Many studies have confirmed that the virus might change its pathogenicity and/or virulence to animals during cell passage. The attenuated ASFV strains were obtained by serial passaging; therefore, initially, it was not known which changes were introduced in the viral genome. Hence, efforts were made to determine the changes responsible for loss of virulence. Importantly, in 1982, Wesley and Pan first showed that, during the process of adapting the wild-type ASFV to cell culture, major changes in restriction endonuclease cleavage sites occurred [38]. Similarly, restriction enzyme cleavage maps for the fragments for ASFV DNA after adaptation to growth in MS cells (strain E70MS14) revealed that before adaptation to growth in MS cells, the size of the DNA from ASFV strain E70 L6 was 173 kbp and after adaptation it was only 156 kbp.
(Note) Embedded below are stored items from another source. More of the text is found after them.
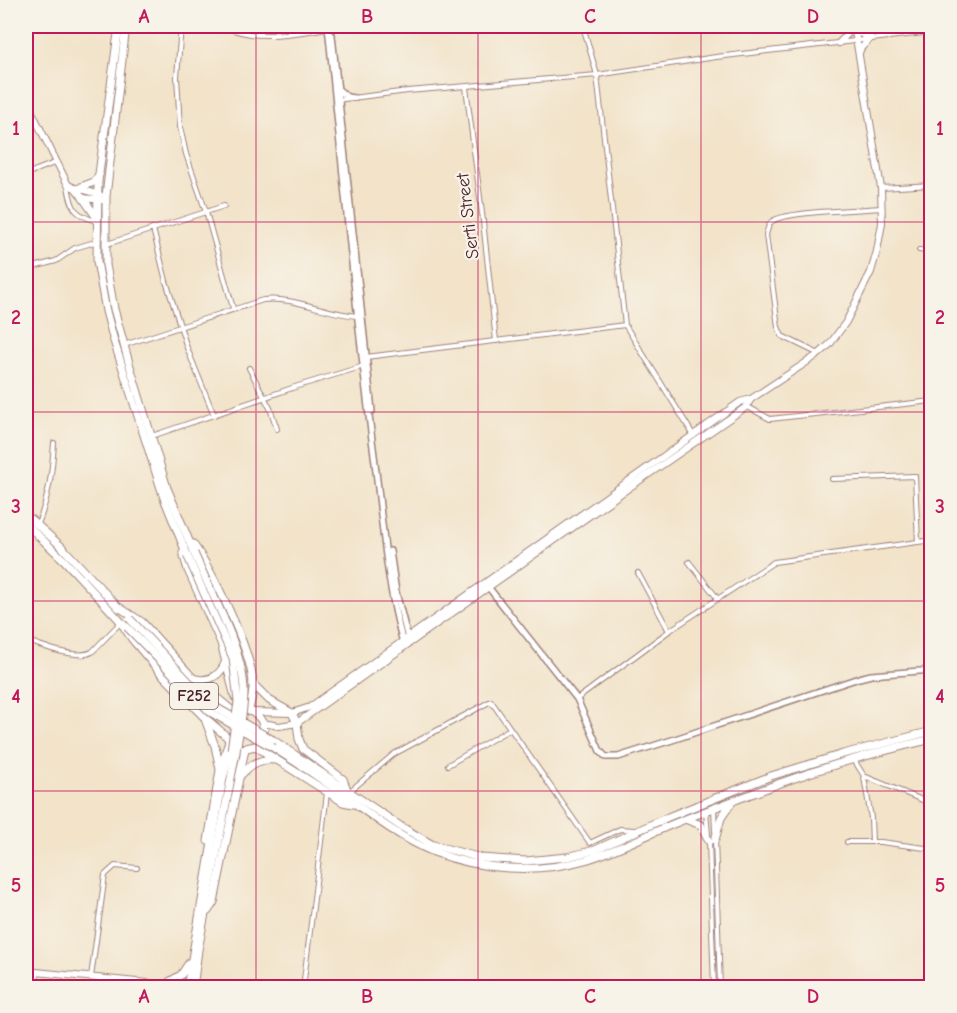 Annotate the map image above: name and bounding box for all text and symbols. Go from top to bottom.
text: A [138,5,150,28]
text: B [361,5,373,28]
text: C [584,5,596,28]
text: D [807,5,819,28]
text: 1 [12,117,20,140]
text: 1 [936,117,944,140]
street label: Serti Street [452,171,484,260]
text: 2 [11,306,21,329]
text: 2 [935,306,945,329]
text: 3 [11,495,21,518]
text: 3 [935,495,945,518]
road number: F252 [170,683,218,709]
text: 4 [11,685,21,708]
text: 4 [935,685,945,708]
text: 5 [11,874,21,897]
text: 5 [935,874,945,897]
text: A [138,985,150,1008]
text: B [361,985,373,1008]
text: C [584,985,596,1008]
text: D [807,985,819,1008] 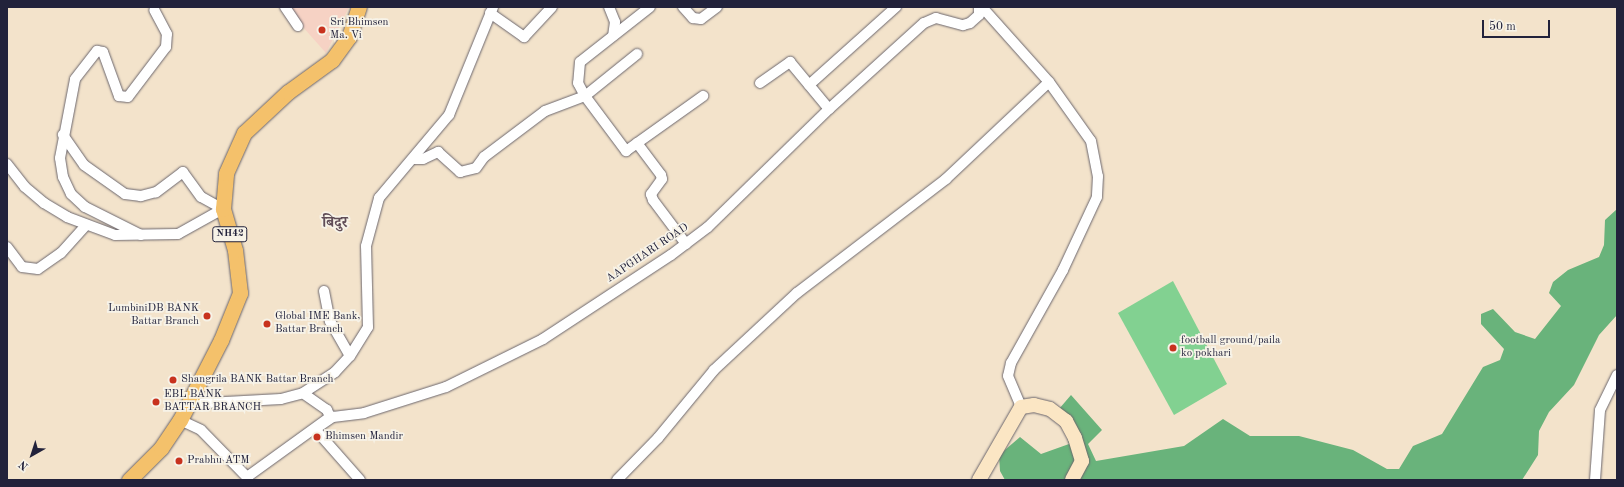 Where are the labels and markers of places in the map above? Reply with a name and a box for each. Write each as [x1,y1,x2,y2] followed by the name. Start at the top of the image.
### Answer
[330,17,388,43] place label: Sri Bhimsen Ma. Vi
[317,25,327,35] marker: Sri Bhimsen Ma. Vi
[108,303,199,329] place label: LumbiniDB BANK Battar Branch
[202,311,212,321] marker: LumbiniDB BANK Battar Branch
[275,311,360,337] place label: Global IME Bank, Battar Branch
[262,319,272,329] marker: Global IME Bank, Battar Branch
[1181,335,1280,361] place label: football ground/paila ko pokhari
[1168,343,1178,353] marker: football ground/paila ko pokhari
[181,373,334,387] place label: Shangrila BANK Battar Branch
[168,375,178,385] marker: Shangrila BANK Battar Branch
[164,389,261,415] place label: EBL BANK BATTAR BRANCH
[151,397,161,407] marker: EBL BANK BATTAR BRANCH
[325,430,403,444] place label: Bhimsen Mandir
[312,432,322,442] marker: Bhimsen Mandir
[187,454,250,468] place label: Prabhu ATM
[174,456,184,466] marker: Prabhu ATM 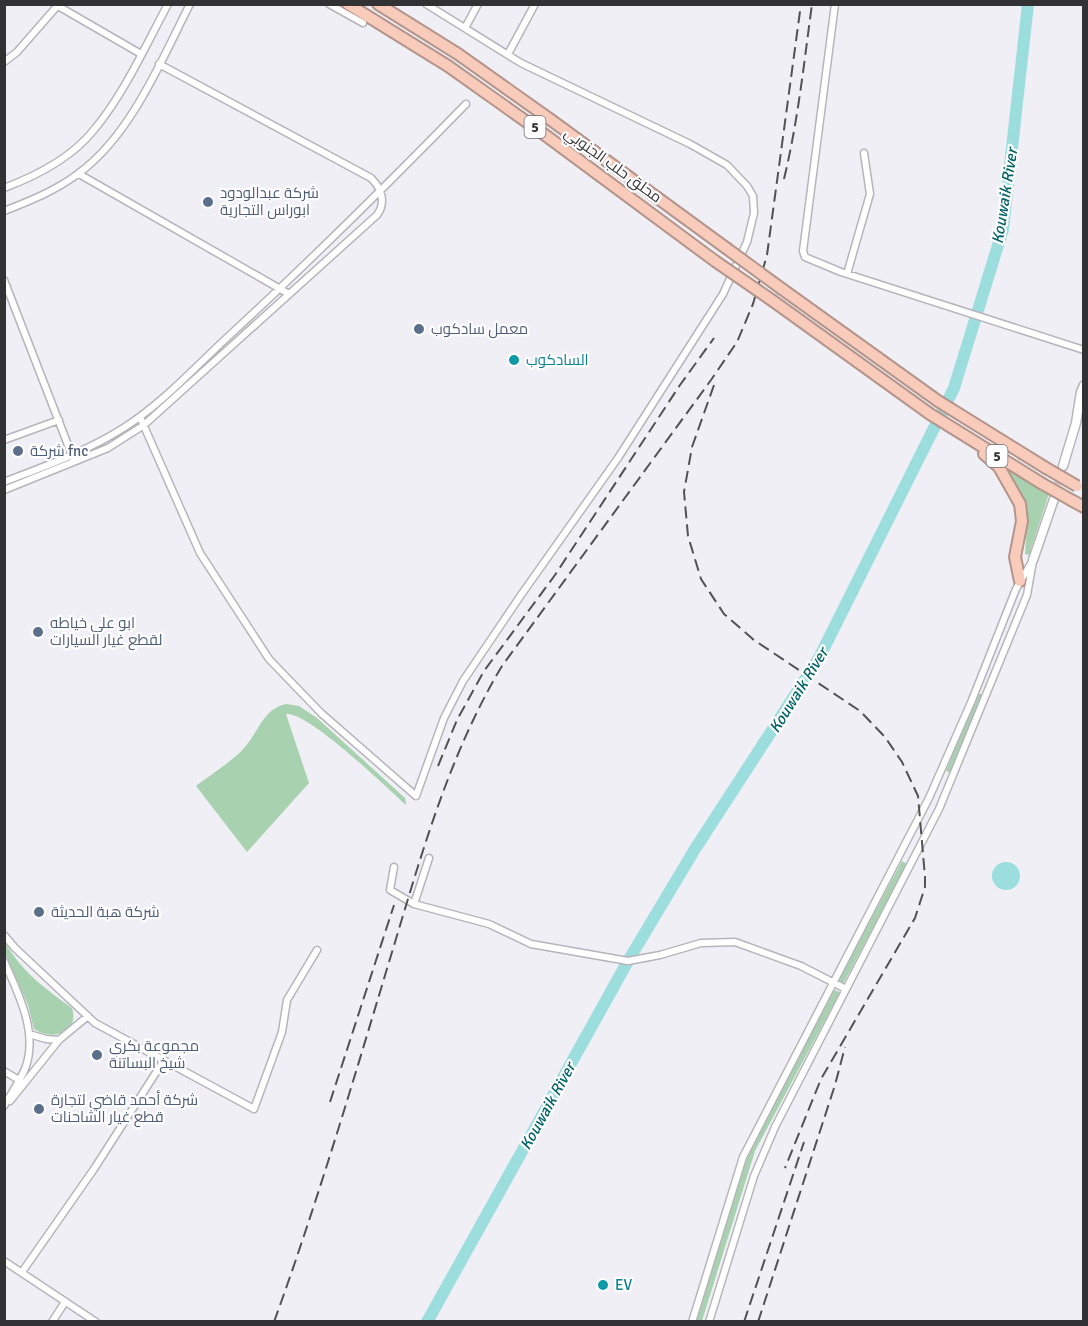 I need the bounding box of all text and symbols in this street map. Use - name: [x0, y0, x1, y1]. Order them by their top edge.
- road number: 5: [524, 116, 546, 138]
- street label: محلق حلب الجنوبي: [559, 124, 665, 209]
- water label: Kouwaik River: [988, 145, 1023, 245]
- place label: شركة عبدالودود ابوراس التجارية: [220, 184, 319, 220]
- marker: شركة عبدالودود ابوراس التجارية: [201, 195, 215, 209]
- place label: معمل سادكوب: [431, 320, 528, 339]
- marker: معمل سادكوب: [412, 322, 426, 336]
- place label: السادكوب: [526, 351, 589, 369]
- marker: السادكوب: [507, 353, 521, 367]
- place label: شركة fnc: [30, 442, 88, 460]
- marker: شركة fnc: [11, 444, 25, 458]
- road number: 5: [986, 445, 1008, 467]
- place label: ابو علي خياطه لقطع غيار السيارات: [50, 614, 162, 651]
- marker: ابو علي خياطه لقطع غيار السيارات: [31, 625, 45, 639]
- water label: Kouwaik River: [765, 643, 834, 737]
- place label: شركة هبة الحديثة: [51, 903, 160, 921]
- marker: شركة هبة الحديثة: [32, 905, 46, 919]
- place label: مجموعة بكري شيخ البساتنة: [109, 1037, 199, 1074]
- marker: مجموعة بكري شيخ البساتنة: [90, 1048, 104, 1062]
- water label: Kouwaik River: [516, 1058, 581, 1154]
- place label: شركة أحمد قاضي لتجارة قطع غيار الشاحنات: [51, 1090, 198, 1128]
- marker: شركة أحمد قاضي لتجارة قطع غيار الشاحنات: [32, 1102, 46, 1116]
- place label: EV: [615, 1276, 632, 1294]
- marker: EV: [596, 1278, 610, 1292] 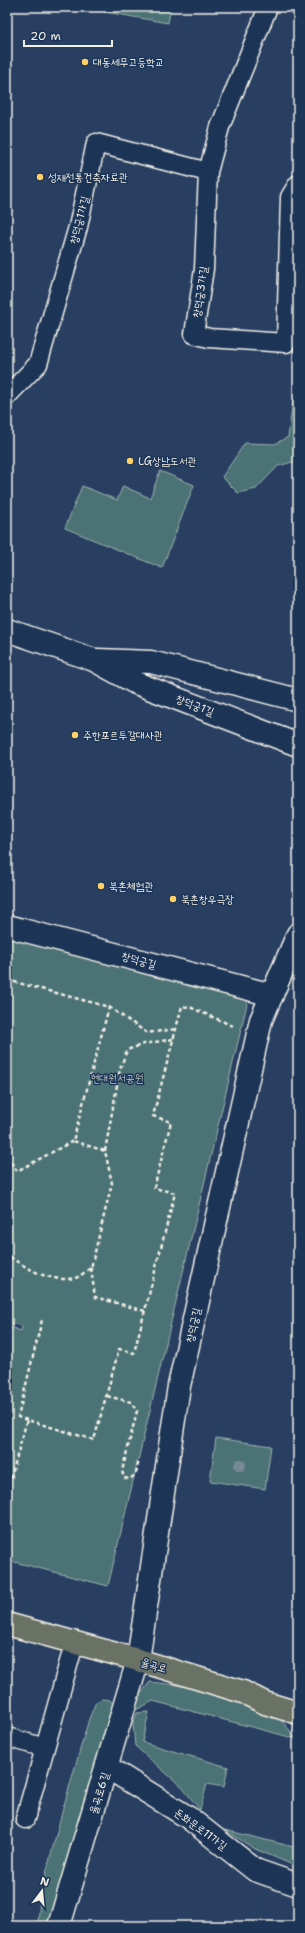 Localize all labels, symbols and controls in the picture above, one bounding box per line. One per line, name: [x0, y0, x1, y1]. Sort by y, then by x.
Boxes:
scale bar: [24, 22, 112, 48]
text: 20 m: [30, 28, 61, 44]
place label: 대동세무고등학교: [93, 55, 164, 70]
marker: 대동세무고등학교: [80, 57, 90, 67]
place label: 성재전통건축자료관: [48, 170, 128, 185]
marker: 성재전통건축자료관: [35, 172, 45, 182]
street label: 창덕궁1가길: [66, 194, 93, 246]
street label: 창덕궁3가길: [189, 265, 212, 319]
place label: LG상남도서관: [138, 454, 196, 469]
marker: LG상남도서관: [125, 456, 135, 466]
street label: 창덕궁1길: [173, 691, 216, 720]
place label: 주한포르투갈대사관: [83, 728, 163, 743]
marker: 주한포르투갈대사관: [70, 730, 80, 740]
place label: 북촌체험관: [109, 879, 153, 894]
marker: 북촌체험관: [96, 881, 106, 891]
place label: 북촌창우극장: [181, 892, 234, 907]
marker: 북촌창우극장: [168, 894, 178, 904]
street label: 창덕궁길: [120, 949, 158, 972]
park label: 현대원서공원: [90, 1071, 144, 1086]
street label: 창덕궁길: [182, 1306, 205, 1344]
street label: 율곡로: [139, 1654, 169, 1677]
street label: 율곡로6길: [86, 1770, 113, 1816]
street label: 돈화문로11가길: [171, 1805, 230, 1854]
north arrow: [22, 1871, 62, 1911]
text: N: [38, 1873, 51, 1890]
The decrease in size was produced by deletions (15.2 kbp located near the left terminus and 2.4 kbp located near the right terminal fragment) and additions mainly in the terminal regions of the genome. In addition, it was found that the DNA of the ASFV E70 strain was homologous during the first 14 passages of the virus in monkey kidney cells; however, after 44 passages (E70MS44), the DNA was heterogeneous [31].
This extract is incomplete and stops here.